No pictures in the copy, please: retype all the records exactly.
Top of DATASET
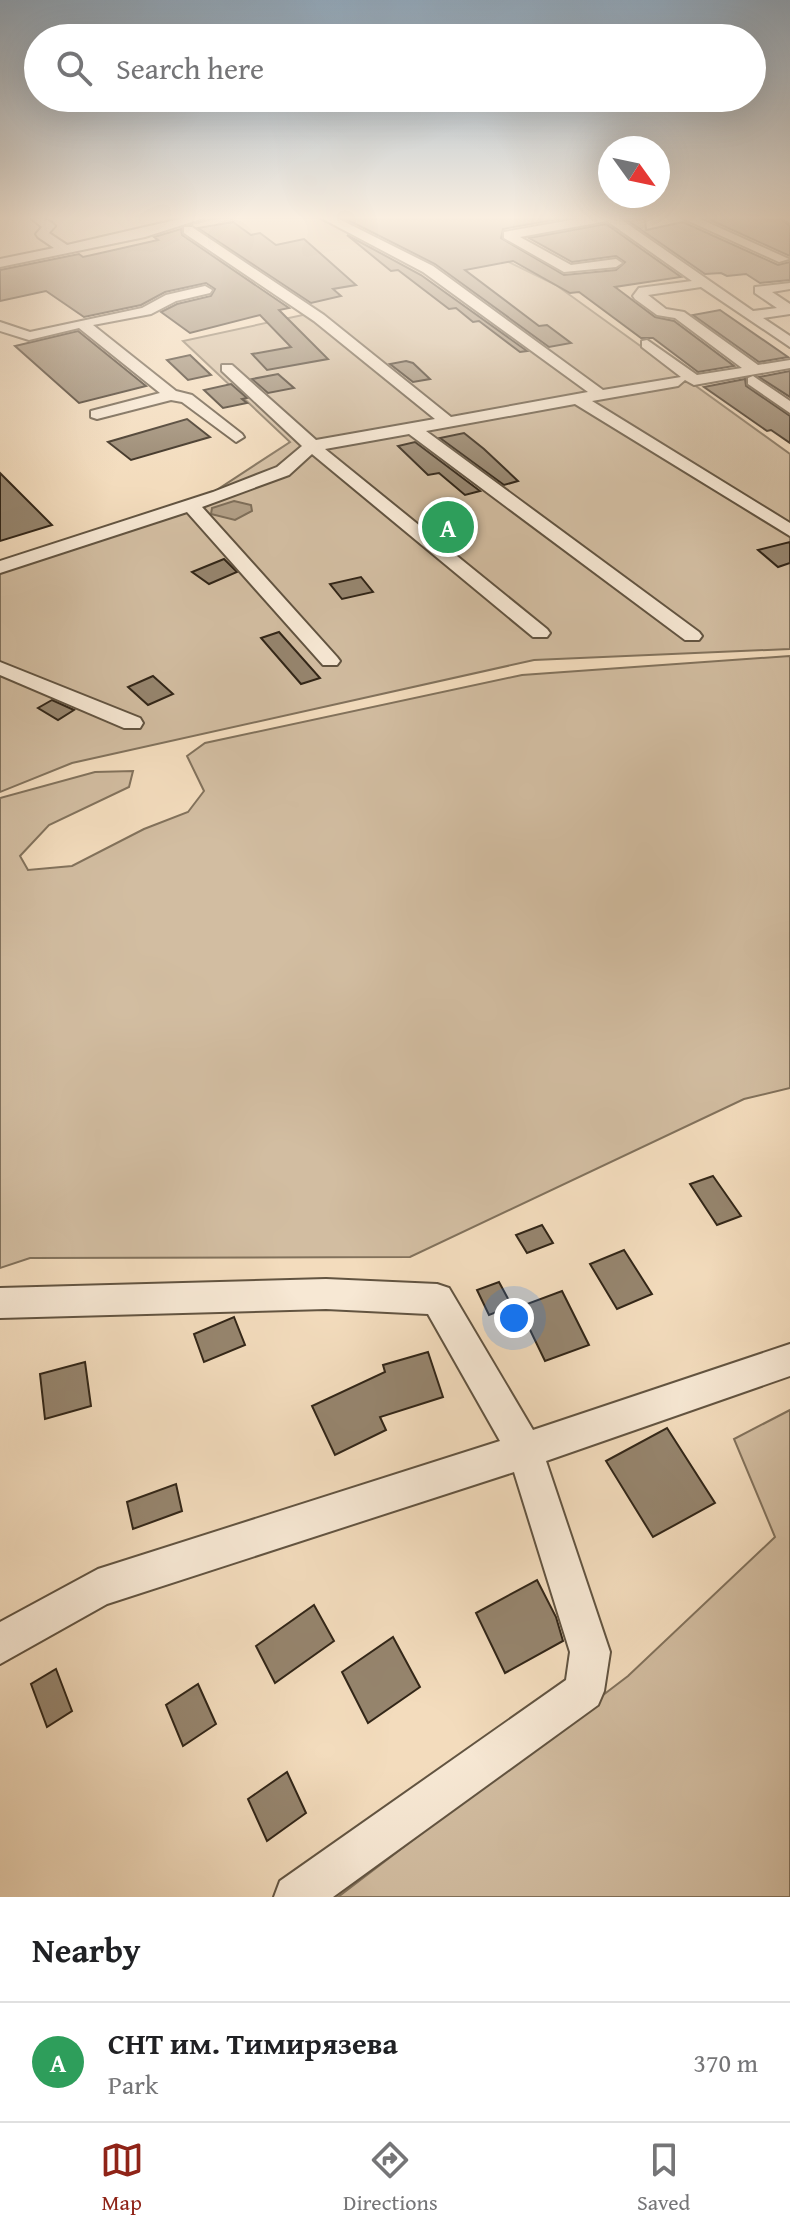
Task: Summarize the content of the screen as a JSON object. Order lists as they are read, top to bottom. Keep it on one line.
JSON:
{"north":"bottom right","page":{"search":"Search here","pins":"A","heading":"Nearby","list":[{"mark":"A","name":"СНТ им. Тимирязева","note":"Park","value":"370 m"}],"nav":["Map","Directions","Saved"]}}
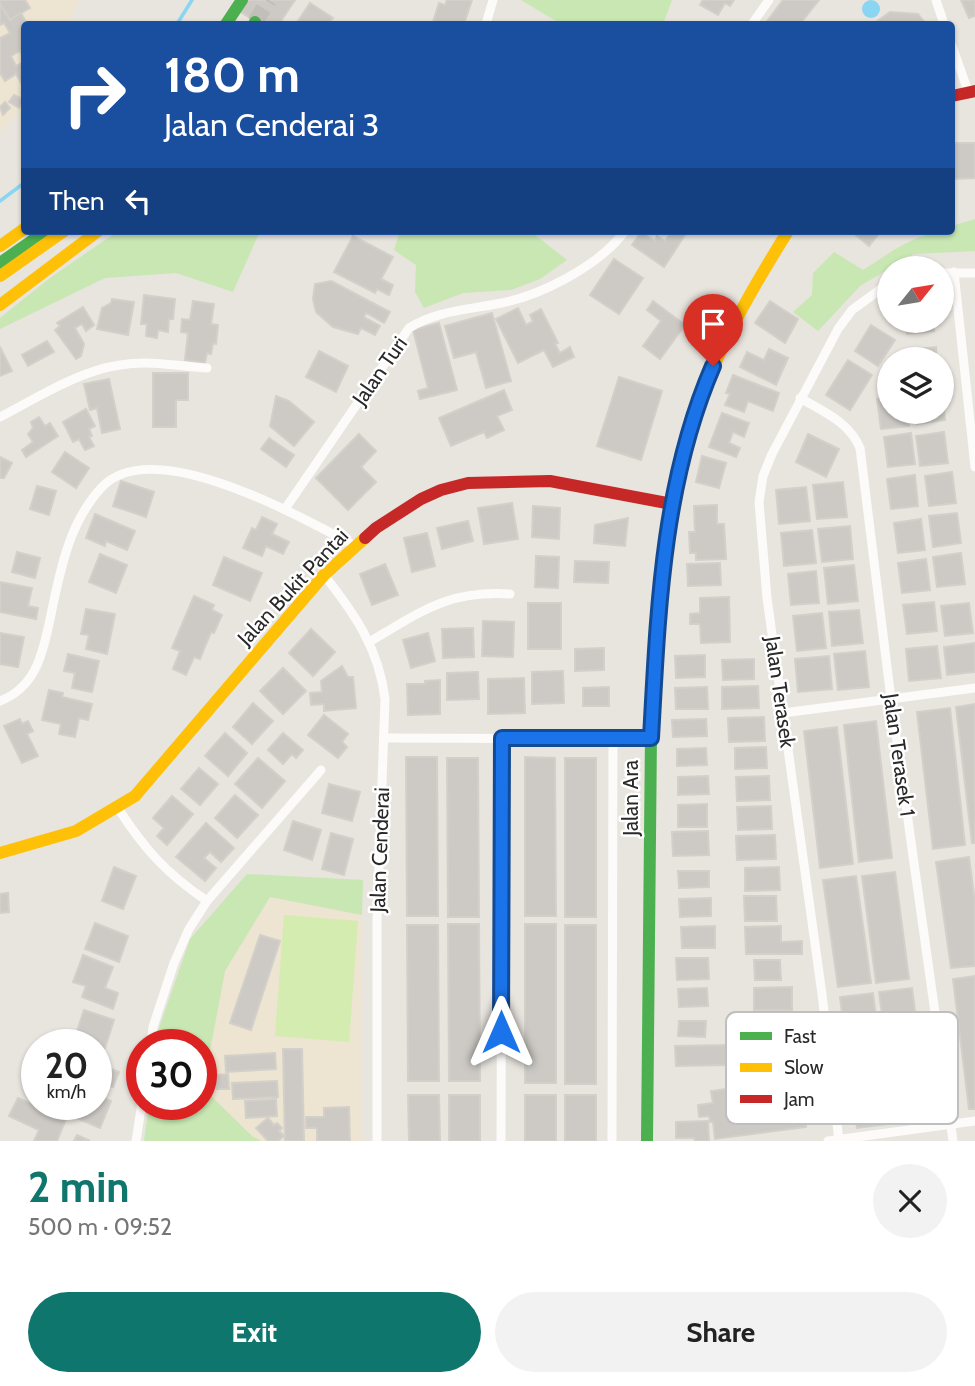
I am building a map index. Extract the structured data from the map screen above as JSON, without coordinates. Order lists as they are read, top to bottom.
{
  "streets": {
    "main road": ["Jalan Bukit Pantai", "Jalan Ara"],
    "street": [
      "Jalan Turi",
      "Jalan Terasek",
      "Jalan Terasek 1",
      "Jalan Cenderai"
    ]
  },
  "crossings": [
    ["Jalan Bukit Pantai", "Jalan Ara"],
    ["Jalan Bukit Pantai", "Jalan Cenderai"],
    ["Jalan Terasek", "Jalan Terasek 1"]
  ],
  "legend": ["Fast", "Slow", "Jam"],
  "north": "top right",
  "page": {
    "turn": ["180 m", "Jalan Cenderai 3"],
    "then": "Then",
    "speed": "20 km/h",
    "limit": "30",
    "heading": ["2 min", "500 m · 09:52"],
    "buttons": ["Exit", "Share"]
  }
}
Bottom of DATASET
## SOLUTION TO THE PROBLEM
Task: Summarize the content of the screen as a JSON object. Order lists as they are read, top to bottom. Keep it on one line.
JSON:
{"north":"bottom right","page":{"search":"Search here","pins":"A","heading":"Nearby","list":[{"mark":"A","name":"СНТ им. Тимирязева","note":"Park","value":"370 m"}],"nav":["Map","Directions","Saved"]}}
I am building a map index. Extract the structured data from the map screen above as JSON, without coordinates. Order lists as they are read, top to bottom.
{
  "streets": {
    "main road": ["Jalan Bukit Pantai", "Jalan Ara"],
    "street": [
      "Jalan Turi",
      "Jalan Terasek",
      "Jalan Terasek 1",
      "Jalan Cenderai"
    ]
  },
  "crossings": [
    ["Jalan Bukit Pantai", "Jalan Ara"],
    ["Jalan Bukit Pantai", "Jalan Cenderai"],
    ["Jalan Terasek", "Jalan Terasek 1"]
  ],
  "legend": ["Fast", "Slow", "Jam"],
  "north": "top right",
  "page": {
    "turn": ["180 m", "Jalan Cenderai 3"],
    "then": "Then",
    "speed": "20 km/h",
    "limit": "30",
    "heading": ["2 min", "500 m · 09:52"],
    "buttons": ["Exit", "Share"]
  }
}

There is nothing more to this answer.